=== Begin Enclosure ===

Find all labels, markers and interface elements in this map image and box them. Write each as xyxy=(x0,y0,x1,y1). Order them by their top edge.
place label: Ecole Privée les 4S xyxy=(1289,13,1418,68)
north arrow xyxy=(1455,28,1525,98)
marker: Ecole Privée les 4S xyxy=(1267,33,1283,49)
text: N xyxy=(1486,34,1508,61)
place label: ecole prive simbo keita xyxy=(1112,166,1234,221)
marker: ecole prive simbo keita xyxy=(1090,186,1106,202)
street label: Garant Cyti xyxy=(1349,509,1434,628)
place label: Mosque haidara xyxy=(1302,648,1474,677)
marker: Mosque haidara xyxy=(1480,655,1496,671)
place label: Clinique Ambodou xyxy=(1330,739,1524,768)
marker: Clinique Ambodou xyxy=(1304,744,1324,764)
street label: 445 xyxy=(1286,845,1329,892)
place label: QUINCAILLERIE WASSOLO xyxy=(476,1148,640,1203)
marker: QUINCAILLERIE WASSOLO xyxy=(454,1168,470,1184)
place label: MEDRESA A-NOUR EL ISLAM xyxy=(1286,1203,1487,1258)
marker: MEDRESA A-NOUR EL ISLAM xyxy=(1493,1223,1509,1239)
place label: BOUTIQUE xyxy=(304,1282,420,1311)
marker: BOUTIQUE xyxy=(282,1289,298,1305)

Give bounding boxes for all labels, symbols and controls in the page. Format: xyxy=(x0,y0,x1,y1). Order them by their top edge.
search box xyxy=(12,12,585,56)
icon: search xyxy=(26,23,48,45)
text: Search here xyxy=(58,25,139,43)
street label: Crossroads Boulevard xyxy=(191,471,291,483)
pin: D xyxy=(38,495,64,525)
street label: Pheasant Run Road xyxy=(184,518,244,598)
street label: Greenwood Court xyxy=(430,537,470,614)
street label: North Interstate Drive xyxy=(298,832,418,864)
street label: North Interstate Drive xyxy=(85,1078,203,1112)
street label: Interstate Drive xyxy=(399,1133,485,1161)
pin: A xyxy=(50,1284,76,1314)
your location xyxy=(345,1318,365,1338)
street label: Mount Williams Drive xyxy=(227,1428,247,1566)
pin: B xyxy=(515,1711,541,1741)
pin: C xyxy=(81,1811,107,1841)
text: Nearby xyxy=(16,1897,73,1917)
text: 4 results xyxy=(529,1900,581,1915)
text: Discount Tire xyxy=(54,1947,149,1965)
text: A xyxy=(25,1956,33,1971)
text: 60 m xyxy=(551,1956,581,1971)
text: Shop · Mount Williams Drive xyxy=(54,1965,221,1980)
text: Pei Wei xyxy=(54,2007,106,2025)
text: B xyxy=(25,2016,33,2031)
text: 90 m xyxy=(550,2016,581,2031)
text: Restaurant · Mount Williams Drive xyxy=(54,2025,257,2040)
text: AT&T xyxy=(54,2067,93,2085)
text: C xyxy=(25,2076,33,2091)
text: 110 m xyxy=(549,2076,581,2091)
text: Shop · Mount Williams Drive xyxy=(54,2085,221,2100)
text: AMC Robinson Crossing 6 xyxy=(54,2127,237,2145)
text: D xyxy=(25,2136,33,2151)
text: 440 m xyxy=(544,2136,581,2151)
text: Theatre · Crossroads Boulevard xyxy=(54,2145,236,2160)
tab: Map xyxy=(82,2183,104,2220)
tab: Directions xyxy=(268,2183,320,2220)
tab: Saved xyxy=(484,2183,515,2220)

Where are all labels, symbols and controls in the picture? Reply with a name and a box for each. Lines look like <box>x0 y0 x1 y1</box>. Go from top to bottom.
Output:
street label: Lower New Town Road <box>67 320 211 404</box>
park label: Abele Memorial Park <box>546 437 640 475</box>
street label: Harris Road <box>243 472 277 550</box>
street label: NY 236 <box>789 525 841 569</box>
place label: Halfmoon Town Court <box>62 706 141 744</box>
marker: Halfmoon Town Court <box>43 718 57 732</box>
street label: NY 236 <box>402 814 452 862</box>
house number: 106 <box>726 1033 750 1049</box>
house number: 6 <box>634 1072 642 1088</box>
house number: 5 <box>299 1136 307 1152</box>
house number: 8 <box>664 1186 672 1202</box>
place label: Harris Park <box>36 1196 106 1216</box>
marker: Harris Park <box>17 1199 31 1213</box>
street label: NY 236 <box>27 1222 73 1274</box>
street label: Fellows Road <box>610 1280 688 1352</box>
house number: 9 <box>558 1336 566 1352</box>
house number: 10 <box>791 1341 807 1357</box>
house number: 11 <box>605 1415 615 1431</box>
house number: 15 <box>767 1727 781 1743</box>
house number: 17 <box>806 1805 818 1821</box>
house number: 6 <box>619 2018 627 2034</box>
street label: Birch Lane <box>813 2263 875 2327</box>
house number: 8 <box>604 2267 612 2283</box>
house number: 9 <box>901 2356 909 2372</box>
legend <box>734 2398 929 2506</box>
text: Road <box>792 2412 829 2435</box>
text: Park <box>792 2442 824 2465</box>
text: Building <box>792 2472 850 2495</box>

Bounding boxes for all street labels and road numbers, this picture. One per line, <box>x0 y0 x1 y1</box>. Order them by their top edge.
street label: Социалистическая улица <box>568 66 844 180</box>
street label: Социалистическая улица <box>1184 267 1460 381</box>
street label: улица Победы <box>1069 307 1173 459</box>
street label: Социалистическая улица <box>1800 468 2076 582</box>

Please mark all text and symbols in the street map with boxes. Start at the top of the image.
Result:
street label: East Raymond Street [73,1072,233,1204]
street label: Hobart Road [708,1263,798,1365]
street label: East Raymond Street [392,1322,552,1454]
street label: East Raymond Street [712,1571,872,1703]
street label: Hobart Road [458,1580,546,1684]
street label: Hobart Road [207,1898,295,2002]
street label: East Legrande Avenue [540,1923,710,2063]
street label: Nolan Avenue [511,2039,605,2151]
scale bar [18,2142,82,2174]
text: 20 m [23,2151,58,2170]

=== End Enclosure ===

PROBLEM DETAILS: All lines of the records above that carry the word "улица" should be listed.

ANSWER SPACE:
street label: Социалистическая улица <box>568 66 844 180</box>
street label: Социалистическая улица <box>1184 267 1460 381</box>
street label: улица Победы <box>1069 307 1173 459</box>
street label: Социалистическая улица <box>1800 468 2076 582</box>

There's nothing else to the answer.